### Provided material
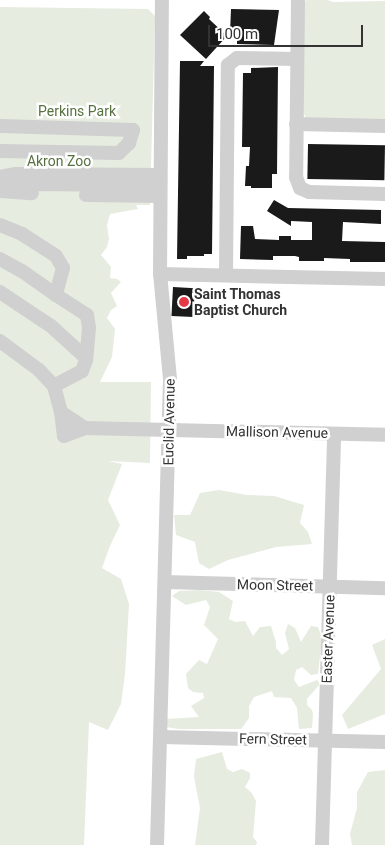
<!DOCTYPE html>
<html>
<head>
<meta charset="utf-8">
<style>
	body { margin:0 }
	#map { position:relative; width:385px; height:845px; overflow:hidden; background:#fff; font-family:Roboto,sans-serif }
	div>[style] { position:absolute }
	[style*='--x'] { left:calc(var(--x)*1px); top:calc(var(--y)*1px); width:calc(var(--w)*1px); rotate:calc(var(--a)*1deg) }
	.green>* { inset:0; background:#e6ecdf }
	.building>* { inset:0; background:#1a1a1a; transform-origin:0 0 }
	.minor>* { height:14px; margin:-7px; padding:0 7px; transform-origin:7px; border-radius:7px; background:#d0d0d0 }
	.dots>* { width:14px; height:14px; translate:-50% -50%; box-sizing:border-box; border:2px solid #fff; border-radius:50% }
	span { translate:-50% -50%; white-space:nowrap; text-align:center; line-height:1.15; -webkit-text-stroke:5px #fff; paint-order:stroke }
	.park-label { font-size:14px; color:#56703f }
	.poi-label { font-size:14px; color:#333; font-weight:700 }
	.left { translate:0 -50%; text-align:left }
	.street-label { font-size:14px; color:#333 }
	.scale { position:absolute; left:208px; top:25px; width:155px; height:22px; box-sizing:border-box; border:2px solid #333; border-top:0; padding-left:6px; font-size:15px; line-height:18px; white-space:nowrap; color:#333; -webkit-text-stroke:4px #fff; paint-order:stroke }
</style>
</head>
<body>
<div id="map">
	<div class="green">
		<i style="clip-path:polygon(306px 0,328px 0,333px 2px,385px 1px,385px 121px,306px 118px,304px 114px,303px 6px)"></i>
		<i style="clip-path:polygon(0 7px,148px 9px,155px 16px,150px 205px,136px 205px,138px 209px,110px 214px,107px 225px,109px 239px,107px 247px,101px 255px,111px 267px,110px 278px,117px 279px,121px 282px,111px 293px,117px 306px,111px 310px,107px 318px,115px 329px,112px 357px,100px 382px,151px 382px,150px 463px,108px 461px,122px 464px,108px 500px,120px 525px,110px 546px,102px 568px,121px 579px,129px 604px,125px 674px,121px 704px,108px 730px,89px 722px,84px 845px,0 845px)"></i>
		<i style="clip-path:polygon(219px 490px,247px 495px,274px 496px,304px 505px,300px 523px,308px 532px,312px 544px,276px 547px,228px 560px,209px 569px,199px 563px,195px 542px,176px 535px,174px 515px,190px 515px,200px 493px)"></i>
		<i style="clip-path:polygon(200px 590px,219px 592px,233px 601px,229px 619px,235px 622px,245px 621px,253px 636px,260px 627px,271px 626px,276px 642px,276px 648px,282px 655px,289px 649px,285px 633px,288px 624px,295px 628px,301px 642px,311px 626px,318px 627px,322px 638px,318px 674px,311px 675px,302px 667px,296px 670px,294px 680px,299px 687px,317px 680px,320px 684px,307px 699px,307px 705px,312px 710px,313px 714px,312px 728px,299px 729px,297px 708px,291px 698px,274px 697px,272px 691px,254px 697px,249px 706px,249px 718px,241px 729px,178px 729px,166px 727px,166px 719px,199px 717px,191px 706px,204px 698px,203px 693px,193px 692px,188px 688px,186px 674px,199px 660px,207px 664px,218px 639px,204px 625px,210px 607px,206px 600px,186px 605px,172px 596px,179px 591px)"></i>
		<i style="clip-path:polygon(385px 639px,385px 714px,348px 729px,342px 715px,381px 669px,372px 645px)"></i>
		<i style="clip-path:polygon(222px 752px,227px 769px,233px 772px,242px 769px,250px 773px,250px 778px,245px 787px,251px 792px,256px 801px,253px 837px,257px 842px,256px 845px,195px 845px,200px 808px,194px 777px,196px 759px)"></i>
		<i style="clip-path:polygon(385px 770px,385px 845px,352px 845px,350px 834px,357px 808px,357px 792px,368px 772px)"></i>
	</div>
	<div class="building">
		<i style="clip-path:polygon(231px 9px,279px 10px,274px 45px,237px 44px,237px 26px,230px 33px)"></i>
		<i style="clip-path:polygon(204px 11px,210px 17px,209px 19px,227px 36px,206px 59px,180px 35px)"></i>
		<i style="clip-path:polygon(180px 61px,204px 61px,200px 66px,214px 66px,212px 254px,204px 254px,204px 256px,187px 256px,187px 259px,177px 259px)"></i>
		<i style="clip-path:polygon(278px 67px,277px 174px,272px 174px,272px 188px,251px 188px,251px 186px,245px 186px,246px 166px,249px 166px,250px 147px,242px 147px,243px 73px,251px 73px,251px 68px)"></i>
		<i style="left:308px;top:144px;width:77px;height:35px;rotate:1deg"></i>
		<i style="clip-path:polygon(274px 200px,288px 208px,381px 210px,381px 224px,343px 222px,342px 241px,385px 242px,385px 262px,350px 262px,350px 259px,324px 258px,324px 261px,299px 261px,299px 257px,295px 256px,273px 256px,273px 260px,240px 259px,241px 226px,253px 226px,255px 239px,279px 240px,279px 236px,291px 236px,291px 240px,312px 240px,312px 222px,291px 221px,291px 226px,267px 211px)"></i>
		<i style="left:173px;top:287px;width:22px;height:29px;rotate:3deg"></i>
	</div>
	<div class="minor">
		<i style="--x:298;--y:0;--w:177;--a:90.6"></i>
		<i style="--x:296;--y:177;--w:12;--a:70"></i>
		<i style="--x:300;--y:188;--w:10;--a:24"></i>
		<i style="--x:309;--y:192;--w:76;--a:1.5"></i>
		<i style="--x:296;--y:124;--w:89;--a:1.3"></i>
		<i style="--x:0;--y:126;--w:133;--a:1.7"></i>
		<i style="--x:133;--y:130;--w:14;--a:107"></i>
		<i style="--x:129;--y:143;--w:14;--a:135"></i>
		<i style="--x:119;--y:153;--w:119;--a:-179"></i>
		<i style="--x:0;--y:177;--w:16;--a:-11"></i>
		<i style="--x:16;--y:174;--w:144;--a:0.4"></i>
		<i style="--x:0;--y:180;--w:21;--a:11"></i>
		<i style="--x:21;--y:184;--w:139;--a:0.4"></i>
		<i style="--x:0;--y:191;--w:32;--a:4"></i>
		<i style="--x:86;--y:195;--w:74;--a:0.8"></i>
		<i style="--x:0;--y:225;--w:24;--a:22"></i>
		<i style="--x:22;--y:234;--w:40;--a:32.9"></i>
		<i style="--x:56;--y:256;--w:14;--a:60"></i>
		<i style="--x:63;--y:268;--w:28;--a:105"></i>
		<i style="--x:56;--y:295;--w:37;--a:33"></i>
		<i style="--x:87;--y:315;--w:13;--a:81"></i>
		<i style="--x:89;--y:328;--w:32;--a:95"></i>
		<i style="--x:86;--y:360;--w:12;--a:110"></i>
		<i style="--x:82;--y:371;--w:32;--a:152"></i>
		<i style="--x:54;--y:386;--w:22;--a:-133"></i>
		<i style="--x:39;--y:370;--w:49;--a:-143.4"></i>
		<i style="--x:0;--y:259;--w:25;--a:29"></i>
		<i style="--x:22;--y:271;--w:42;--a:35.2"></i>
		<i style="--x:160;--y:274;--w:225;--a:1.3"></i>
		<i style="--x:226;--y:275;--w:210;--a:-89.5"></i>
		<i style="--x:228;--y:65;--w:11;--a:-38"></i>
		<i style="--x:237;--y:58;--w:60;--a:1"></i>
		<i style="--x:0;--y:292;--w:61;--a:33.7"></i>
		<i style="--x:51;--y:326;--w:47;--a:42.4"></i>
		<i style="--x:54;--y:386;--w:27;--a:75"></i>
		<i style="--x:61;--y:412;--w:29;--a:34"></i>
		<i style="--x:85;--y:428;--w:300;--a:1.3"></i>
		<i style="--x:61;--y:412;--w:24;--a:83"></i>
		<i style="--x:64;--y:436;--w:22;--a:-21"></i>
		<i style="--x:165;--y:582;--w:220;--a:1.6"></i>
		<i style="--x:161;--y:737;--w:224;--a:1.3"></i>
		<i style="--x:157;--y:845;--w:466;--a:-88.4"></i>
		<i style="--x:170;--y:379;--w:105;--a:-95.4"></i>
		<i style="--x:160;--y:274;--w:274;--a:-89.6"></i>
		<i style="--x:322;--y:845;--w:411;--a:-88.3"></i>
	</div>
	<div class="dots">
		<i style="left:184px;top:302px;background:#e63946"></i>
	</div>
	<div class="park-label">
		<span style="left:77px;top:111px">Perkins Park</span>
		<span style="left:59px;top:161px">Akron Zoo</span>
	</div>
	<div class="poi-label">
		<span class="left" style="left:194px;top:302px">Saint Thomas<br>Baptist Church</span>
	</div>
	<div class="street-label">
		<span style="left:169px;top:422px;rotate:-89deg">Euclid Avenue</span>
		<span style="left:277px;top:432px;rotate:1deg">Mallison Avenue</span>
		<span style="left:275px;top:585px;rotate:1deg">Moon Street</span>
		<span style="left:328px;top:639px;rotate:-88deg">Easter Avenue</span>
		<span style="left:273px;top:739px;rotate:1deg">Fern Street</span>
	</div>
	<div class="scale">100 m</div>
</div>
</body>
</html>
######
### Provided material
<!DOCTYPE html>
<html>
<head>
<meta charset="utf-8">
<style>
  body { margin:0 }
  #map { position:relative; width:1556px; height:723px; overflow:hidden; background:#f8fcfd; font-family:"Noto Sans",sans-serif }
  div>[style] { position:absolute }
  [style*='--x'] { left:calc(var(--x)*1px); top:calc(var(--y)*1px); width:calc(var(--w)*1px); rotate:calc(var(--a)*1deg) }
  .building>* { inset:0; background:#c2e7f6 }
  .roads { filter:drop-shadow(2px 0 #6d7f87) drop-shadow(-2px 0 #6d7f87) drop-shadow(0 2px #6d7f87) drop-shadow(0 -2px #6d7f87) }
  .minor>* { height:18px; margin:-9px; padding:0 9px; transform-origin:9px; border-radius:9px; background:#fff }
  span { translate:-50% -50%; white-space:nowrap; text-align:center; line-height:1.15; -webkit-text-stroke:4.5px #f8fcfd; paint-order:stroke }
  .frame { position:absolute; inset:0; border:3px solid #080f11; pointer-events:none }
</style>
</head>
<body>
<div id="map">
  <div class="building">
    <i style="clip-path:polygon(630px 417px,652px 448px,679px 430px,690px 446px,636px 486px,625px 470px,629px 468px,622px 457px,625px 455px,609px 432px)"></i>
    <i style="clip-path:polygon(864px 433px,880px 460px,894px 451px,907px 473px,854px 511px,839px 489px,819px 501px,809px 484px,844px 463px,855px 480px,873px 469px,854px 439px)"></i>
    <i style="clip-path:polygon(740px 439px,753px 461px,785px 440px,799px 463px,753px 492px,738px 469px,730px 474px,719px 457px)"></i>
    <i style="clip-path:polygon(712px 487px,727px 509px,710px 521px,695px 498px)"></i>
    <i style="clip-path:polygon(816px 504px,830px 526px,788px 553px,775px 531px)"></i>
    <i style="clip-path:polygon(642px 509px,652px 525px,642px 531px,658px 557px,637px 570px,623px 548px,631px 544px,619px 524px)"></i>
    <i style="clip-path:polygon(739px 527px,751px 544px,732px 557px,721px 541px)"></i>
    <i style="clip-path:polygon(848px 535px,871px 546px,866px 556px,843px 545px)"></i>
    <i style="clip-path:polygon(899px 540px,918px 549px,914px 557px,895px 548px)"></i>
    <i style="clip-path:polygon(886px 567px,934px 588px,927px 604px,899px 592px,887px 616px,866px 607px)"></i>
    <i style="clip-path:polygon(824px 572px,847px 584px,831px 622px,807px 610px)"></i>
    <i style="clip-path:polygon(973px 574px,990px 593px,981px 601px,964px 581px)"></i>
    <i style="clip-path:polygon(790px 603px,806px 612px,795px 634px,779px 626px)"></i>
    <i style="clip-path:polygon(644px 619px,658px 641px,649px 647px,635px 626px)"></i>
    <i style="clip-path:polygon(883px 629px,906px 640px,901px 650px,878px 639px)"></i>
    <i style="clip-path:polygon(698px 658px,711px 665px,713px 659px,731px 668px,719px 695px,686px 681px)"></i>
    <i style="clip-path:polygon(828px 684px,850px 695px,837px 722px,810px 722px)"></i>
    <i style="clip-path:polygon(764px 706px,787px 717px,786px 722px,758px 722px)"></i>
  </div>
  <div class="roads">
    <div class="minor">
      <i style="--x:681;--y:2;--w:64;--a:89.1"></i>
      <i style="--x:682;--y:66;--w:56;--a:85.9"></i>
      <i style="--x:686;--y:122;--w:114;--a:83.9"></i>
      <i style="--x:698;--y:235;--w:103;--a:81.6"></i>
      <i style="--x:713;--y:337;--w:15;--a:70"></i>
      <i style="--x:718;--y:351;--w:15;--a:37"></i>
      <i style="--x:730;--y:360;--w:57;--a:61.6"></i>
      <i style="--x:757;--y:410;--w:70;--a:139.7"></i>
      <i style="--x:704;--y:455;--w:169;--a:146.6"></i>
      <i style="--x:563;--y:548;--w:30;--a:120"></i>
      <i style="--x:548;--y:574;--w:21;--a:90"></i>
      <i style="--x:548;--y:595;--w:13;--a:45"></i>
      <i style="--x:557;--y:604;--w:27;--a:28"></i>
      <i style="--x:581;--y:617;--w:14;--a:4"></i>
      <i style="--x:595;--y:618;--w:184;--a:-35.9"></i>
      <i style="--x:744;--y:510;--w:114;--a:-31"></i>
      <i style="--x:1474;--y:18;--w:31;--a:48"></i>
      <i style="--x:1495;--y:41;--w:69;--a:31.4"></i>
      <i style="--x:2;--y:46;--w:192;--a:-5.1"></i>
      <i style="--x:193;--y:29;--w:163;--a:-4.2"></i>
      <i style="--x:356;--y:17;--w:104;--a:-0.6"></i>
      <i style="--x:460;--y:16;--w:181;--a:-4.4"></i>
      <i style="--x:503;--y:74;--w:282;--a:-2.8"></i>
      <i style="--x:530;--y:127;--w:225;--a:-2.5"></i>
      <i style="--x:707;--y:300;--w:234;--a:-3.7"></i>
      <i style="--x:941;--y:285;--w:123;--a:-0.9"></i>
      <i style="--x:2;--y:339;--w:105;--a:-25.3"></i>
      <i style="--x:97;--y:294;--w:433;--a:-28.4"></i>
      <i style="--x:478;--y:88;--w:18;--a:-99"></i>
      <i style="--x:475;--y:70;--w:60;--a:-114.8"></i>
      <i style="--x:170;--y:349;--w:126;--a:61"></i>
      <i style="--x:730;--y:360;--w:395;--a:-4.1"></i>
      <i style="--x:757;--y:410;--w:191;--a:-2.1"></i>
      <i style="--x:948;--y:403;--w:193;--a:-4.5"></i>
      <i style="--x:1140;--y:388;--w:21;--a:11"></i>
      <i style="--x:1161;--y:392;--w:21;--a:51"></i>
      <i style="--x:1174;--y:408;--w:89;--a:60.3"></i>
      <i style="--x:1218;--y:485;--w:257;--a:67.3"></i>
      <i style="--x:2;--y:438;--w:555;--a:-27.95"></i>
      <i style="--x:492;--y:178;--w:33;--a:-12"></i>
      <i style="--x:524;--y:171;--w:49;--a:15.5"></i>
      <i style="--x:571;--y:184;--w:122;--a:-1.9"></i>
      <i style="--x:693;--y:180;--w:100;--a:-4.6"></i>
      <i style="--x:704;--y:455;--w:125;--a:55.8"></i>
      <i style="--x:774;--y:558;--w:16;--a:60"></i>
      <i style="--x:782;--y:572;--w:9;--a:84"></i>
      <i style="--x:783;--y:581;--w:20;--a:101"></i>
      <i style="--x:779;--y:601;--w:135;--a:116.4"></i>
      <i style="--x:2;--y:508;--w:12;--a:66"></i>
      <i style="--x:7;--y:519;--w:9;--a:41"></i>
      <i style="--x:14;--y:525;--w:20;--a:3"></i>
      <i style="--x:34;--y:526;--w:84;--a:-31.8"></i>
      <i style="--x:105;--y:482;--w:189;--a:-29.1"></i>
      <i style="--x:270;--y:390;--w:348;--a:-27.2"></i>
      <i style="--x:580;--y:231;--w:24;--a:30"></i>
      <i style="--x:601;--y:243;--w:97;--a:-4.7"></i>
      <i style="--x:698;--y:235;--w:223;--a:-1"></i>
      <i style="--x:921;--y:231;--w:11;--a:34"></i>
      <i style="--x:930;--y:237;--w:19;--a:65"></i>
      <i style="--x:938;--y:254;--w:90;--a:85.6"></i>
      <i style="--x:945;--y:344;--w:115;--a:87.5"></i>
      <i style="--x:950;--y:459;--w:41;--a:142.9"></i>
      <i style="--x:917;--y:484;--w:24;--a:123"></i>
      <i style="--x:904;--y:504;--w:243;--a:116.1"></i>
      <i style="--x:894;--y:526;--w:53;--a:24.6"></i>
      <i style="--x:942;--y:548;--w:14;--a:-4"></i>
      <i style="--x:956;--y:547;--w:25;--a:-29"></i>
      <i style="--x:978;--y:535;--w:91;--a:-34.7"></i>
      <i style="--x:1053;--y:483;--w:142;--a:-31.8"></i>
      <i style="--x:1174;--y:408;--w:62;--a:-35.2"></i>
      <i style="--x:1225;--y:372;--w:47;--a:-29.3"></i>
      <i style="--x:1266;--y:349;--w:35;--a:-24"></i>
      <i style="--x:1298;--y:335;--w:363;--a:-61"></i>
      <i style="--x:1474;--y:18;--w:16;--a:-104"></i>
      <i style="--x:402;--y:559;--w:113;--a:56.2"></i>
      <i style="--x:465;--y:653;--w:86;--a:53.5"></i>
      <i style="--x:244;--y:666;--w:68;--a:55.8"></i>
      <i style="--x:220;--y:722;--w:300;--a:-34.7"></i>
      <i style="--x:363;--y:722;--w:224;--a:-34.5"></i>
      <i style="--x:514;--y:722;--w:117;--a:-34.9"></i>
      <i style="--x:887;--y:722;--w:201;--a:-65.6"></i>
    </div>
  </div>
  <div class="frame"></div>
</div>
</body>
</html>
######
### Provided material
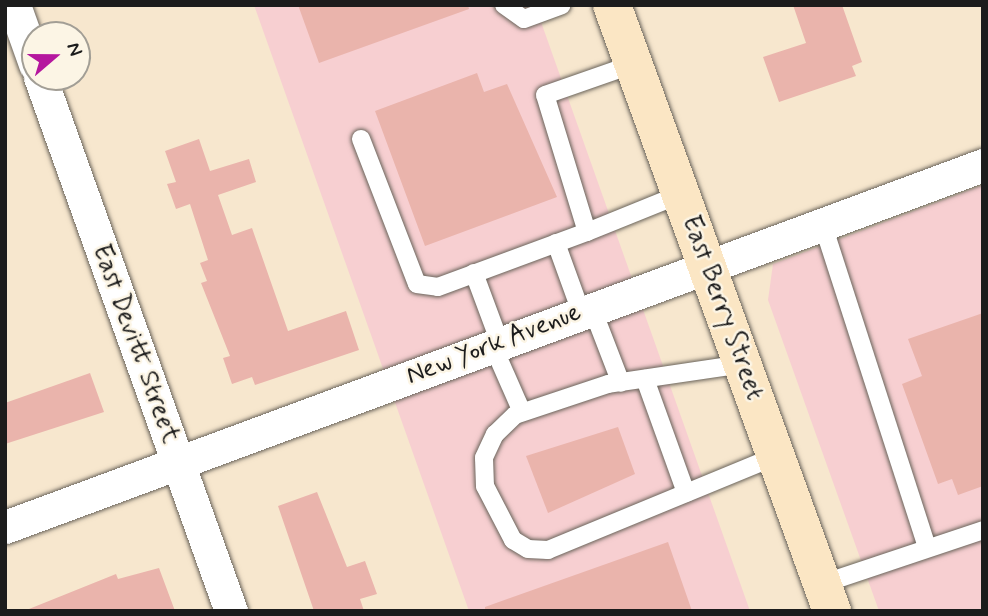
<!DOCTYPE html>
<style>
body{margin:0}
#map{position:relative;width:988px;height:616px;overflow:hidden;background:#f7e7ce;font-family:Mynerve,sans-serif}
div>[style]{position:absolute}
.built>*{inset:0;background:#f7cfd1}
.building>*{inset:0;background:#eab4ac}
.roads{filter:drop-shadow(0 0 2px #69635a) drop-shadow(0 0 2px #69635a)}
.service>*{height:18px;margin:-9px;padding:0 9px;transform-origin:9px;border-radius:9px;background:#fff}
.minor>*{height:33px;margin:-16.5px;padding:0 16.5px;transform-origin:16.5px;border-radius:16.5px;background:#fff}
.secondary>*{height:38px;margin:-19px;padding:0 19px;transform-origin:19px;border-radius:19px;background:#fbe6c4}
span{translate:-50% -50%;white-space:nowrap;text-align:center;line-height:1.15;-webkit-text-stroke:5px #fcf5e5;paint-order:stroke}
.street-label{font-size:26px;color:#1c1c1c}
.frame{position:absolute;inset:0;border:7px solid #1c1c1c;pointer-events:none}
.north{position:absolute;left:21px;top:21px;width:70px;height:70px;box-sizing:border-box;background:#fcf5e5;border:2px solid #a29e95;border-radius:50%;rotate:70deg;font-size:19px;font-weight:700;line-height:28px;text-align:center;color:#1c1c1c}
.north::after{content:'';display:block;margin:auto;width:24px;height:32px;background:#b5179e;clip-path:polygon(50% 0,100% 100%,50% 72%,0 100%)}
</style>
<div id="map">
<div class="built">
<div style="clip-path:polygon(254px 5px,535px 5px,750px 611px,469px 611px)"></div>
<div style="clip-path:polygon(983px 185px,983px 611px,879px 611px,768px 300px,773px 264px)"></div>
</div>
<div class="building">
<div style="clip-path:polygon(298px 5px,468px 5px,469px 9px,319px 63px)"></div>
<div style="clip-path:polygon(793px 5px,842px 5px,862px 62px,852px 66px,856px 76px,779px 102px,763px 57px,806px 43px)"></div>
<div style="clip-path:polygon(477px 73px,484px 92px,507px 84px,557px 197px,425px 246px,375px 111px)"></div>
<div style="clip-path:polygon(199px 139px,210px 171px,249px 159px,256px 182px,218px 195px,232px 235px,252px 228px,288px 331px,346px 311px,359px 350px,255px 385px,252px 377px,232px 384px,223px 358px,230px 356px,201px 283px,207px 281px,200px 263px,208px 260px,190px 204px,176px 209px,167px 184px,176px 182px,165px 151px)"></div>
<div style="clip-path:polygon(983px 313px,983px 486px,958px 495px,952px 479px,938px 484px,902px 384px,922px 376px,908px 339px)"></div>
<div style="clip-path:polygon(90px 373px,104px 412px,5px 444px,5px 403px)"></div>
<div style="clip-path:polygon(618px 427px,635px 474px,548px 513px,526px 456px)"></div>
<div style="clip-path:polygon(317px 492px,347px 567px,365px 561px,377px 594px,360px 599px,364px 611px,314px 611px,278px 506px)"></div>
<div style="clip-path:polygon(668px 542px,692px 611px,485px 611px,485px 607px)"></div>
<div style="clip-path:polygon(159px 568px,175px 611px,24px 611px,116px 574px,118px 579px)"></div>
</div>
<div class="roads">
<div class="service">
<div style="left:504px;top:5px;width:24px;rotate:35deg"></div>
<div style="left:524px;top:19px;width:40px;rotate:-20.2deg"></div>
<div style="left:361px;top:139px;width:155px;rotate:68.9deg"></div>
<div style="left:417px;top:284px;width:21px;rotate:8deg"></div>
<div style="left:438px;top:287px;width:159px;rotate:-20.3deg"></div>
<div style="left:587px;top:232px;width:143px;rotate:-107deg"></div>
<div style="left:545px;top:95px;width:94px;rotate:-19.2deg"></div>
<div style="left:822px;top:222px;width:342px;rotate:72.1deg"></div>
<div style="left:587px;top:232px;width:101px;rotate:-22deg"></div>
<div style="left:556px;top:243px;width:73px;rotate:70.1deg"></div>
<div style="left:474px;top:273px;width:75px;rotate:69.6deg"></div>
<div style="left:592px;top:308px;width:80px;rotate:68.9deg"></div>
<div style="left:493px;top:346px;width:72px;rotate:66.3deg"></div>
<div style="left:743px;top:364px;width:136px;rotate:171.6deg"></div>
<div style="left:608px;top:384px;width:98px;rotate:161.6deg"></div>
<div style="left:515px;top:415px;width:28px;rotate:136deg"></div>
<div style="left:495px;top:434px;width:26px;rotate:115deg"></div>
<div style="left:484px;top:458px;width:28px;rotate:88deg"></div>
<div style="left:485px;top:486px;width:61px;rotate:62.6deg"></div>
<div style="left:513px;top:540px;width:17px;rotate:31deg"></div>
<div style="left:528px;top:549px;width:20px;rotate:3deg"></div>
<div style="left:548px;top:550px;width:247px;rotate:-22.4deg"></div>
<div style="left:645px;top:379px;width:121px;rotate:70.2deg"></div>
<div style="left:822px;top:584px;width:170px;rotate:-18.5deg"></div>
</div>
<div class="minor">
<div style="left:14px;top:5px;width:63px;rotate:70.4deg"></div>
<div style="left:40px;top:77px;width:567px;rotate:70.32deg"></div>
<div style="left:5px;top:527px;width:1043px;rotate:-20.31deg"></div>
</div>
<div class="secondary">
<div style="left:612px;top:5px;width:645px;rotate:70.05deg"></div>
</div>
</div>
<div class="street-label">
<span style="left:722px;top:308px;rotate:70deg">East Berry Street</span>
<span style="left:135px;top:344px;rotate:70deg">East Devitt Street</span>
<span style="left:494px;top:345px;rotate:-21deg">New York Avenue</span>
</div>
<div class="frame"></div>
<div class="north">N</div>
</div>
######
Each line in the records above with "body" must be returned.

	body { margin:0 }
<body>
</body>
  body { margin:0 }
<body>
</body>
body{margin:0}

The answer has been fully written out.